*** Begin section ***

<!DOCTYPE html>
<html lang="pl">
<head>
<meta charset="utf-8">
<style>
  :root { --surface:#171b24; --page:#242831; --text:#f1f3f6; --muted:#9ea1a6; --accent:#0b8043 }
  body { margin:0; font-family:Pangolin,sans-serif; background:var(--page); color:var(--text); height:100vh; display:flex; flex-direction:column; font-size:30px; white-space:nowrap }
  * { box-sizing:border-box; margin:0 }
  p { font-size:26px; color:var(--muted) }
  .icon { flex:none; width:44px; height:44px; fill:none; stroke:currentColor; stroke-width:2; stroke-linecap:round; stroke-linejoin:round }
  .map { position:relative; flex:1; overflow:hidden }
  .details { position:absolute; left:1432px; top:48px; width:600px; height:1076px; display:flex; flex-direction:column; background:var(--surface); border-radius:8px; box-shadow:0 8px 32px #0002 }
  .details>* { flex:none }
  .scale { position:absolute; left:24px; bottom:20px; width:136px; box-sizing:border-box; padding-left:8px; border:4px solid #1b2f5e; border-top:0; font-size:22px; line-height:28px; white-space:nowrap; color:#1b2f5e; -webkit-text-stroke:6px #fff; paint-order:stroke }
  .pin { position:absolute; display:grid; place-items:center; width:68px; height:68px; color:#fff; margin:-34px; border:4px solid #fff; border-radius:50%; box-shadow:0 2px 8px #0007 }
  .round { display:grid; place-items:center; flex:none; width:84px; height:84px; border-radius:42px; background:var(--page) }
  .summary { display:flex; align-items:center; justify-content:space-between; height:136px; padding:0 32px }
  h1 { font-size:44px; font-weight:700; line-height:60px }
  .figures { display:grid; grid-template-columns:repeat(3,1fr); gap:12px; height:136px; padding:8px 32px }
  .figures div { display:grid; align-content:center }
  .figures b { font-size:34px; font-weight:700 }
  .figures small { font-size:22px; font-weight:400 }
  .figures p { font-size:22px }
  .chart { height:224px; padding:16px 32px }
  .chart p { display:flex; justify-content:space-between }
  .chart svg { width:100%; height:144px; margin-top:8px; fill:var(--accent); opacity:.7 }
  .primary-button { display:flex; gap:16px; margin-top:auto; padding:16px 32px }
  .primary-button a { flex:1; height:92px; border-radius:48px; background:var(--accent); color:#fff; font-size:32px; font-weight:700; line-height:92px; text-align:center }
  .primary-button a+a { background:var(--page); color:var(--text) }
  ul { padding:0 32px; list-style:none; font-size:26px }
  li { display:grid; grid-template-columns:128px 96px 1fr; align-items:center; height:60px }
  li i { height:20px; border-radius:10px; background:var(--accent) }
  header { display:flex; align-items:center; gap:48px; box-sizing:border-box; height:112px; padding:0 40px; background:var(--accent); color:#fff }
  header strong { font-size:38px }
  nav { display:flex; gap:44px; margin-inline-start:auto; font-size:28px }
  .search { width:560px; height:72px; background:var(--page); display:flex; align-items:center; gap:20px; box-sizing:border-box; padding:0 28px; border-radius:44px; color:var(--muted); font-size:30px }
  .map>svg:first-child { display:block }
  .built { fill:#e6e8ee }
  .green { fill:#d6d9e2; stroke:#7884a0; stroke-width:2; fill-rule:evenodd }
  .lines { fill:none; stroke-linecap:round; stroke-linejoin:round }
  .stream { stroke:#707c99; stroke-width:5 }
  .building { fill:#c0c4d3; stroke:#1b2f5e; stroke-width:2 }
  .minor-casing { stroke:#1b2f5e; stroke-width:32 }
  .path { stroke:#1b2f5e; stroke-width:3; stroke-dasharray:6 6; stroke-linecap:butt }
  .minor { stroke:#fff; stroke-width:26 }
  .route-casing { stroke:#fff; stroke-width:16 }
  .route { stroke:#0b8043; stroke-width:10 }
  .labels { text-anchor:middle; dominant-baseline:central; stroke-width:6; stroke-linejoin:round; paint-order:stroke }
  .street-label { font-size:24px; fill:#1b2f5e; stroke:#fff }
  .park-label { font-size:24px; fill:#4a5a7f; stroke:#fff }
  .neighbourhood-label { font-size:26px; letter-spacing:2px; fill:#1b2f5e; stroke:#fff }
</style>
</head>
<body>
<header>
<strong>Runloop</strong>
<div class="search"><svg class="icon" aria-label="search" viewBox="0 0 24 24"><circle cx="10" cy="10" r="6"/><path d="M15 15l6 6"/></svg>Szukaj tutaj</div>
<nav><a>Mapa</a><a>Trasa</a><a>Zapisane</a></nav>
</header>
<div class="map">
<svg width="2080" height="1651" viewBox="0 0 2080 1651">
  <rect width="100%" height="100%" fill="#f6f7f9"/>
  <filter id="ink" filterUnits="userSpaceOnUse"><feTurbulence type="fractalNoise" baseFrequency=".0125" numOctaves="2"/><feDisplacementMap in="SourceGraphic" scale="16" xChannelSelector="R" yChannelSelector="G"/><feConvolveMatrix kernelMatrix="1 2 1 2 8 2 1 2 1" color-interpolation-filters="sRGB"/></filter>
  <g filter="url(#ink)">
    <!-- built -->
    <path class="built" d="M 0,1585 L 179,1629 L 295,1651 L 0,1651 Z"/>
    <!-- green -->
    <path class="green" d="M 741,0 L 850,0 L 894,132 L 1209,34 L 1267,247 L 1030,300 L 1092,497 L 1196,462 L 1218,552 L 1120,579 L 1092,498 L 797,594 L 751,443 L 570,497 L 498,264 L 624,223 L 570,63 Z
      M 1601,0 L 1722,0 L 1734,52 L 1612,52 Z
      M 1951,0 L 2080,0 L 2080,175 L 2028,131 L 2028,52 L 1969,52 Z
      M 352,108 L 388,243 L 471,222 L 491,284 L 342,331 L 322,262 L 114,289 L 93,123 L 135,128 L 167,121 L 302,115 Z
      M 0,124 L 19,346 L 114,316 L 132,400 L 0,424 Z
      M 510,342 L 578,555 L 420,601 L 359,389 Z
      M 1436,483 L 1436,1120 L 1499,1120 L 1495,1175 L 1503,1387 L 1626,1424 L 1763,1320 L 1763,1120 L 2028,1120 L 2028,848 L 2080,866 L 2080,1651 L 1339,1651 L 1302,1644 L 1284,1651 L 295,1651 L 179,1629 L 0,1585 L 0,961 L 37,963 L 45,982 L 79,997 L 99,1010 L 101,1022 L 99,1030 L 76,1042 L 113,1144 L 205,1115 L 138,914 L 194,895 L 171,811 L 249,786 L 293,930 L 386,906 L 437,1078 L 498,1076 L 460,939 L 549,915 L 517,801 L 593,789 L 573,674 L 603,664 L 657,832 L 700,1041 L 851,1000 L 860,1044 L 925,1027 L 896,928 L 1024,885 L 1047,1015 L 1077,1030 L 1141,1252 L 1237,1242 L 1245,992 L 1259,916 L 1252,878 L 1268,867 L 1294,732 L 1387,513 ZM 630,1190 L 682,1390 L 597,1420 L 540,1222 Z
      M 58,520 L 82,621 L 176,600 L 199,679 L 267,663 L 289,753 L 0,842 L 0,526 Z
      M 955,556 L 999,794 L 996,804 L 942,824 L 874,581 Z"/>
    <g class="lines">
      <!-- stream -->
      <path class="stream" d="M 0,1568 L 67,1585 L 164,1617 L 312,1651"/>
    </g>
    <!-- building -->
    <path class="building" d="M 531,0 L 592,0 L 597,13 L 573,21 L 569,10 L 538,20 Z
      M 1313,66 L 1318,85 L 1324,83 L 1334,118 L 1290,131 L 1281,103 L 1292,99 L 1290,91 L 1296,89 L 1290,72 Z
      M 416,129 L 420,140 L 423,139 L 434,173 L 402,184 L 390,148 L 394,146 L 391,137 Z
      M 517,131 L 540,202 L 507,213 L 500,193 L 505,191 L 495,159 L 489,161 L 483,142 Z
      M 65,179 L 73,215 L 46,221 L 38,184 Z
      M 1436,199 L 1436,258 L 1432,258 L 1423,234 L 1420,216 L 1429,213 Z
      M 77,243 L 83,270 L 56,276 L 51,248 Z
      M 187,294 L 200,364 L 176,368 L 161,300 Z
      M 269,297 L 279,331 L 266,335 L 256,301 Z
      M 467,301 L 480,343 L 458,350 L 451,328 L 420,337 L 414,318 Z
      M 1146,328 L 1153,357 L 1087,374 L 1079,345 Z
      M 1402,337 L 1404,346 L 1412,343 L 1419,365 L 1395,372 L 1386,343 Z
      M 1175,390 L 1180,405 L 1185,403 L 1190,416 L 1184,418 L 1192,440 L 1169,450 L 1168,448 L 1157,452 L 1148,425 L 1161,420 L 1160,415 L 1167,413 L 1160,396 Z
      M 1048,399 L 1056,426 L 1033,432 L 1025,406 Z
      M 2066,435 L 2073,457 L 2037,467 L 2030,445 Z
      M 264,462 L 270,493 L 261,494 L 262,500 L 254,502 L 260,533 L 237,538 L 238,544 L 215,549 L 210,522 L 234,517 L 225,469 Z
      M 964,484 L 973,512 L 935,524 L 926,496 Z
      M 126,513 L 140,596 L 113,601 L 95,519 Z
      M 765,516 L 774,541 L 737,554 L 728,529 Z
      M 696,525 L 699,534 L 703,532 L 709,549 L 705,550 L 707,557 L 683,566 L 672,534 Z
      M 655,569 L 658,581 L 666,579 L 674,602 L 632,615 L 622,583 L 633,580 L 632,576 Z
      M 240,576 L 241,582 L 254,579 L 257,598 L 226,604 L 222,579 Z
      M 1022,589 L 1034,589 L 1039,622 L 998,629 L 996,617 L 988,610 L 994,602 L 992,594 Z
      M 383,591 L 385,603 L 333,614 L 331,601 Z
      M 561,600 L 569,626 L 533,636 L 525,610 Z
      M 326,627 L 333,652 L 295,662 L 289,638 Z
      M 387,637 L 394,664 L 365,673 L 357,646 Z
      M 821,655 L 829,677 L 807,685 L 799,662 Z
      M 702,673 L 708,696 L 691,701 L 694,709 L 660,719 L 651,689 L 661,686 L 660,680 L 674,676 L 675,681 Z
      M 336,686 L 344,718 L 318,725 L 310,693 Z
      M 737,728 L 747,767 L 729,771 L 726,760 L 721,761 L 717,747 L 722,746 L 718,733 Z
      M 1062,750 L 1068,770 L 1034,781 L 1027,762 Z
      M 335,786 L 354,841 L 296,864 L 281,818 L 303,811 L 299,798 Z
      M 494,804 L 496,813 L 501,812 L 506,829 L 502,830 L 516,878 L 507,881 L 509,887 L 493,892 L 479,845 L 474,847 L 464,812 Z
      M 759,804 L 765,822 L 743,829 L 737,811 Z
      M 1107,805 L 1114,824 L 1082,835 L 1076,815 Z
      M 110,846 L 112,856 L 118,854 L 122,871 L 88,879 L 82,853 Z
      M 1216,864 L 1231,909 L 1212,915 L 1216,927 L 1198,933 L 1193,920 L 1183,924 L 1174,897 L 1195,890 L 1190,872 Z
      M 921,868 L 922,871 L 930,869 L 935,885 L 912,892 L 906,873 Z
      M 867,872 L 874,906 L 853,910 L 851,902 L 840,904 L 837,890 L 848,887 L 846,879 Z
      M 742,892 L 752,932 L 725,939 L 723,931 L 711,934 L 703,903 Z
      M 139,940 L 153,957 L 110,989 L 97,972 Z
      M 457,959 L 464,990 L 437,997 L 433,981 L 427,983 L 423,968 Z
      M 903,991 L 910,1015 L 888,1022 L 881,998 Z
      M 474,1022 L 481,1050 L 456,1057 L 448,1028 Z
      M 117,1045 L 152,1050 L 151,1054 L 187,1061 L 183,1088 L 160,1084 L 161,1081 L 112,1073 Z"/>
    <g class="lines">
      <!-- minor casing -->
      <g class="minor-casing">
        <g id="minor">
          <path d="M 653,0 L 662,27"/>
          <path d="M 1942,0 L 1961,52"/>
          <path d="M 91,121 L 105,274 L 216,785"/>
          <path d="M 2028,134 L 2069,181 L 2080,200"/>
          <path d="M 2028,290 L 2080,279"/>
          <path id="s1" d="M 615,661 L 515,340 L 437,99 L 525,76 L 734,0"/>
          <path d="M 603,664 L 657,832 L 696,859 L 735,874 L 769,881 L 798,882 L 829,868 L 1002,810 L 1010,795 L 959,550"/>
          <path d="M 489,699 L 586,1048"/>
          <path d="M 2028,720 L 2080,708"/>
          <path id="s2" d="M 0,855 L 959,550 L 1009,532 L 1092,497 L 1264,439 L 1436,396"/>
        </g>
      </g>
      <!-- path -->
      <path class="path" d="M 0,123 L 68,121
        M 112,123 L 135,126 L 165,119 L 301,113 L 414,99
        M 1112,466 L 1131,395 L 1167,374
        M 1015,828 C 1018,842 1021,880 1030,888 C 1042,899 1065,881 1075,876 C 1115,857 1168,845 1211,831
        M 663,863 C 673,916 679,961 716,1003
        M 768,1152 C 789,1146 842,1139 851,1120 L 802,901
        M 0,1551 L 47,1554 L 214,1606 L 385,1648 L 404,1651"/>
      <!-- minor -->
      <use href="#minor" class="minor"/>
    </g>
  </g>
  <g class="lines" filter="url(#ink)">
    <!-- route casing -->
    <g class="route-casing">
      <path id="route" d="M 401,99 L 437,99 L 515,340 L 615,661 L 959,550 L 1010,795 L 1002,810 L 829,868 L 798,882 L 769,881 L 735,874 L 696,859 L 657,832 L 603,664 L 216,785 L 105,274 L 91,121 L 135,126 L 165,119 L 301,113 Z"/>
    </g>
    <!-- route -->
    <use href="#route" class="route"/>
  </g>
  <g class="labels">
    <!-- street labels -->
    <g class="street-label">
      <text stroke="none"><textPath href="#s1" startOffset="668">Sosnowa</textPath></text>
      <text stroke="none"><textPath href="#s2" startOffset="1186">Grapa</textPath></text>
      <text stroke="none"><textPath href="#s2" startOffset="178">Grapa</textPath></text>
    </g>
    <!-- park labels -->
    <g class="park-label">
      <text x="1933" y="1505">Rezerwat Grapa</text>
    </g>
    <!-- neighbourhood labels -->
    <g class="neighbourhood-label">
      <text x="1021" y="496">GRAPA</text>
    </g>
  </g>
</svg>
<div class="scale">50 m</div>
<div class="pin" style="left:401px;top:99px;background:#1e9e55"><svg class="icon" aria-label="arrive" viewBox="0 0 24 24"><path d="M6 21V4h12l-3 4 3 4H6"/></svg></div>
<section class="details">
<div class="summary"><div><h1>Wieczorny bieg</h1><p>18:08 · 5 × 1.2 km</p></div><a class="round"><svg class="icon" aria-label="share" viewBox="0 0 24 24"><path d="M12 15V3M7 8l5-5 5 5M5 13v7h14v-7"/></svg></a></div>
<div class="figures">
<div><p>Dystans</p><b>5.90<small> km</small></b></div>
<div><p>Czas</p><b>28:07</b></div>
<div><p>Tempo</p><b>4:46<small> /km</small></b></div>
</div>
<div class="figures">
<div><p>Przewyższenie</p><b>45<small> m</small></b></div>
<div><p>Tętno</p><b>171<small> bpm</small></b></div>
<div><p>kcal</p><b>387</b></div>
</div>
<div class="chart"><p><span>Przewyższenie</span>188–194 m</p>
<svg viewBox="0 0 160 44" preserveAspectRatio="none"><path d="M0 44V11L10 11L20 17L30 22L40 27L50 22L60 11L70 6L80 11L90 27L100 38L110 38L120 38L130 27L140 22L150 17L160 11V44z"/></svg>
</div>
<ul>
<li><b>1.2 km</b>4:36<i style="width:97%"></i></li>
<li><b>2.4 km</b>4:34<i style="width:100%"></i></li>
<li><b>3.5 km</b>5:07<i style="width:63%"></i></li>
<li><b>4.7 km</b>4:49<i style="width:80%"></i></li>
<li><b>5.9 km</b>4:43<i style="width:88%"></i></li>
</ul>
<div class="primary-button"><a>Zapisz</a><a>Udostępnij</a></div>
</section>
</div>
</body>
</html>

*** End section ***

Problem description |
Set down, unchanged, only those lines above that fall between the line with "<!-- built -->" and the line with "M 1601,0 L 1722,0 L 1734,52 L 1612,52 Z", the two end lines included.

Task answer |
    <!-- built -->
    <path class="built" d="M 0,1585 L 179,1629 L 295,1651 L 0,1651 Z"/>
    <!-- green -->
    <path class="green" d="M 741,0 L 850,0 L 894,132 L 1209,34 L 1267,247 L 1030,300 L 1092,497 L 1196,462 L 1218,552 L 1120,579 L 1092,498 L 797,594 L 751,443 L 570,497 L 498,264 L 624,223 L 570,63 Z
      M 1601,0 L 1722,0 L 1734,52 L 1612,52 Z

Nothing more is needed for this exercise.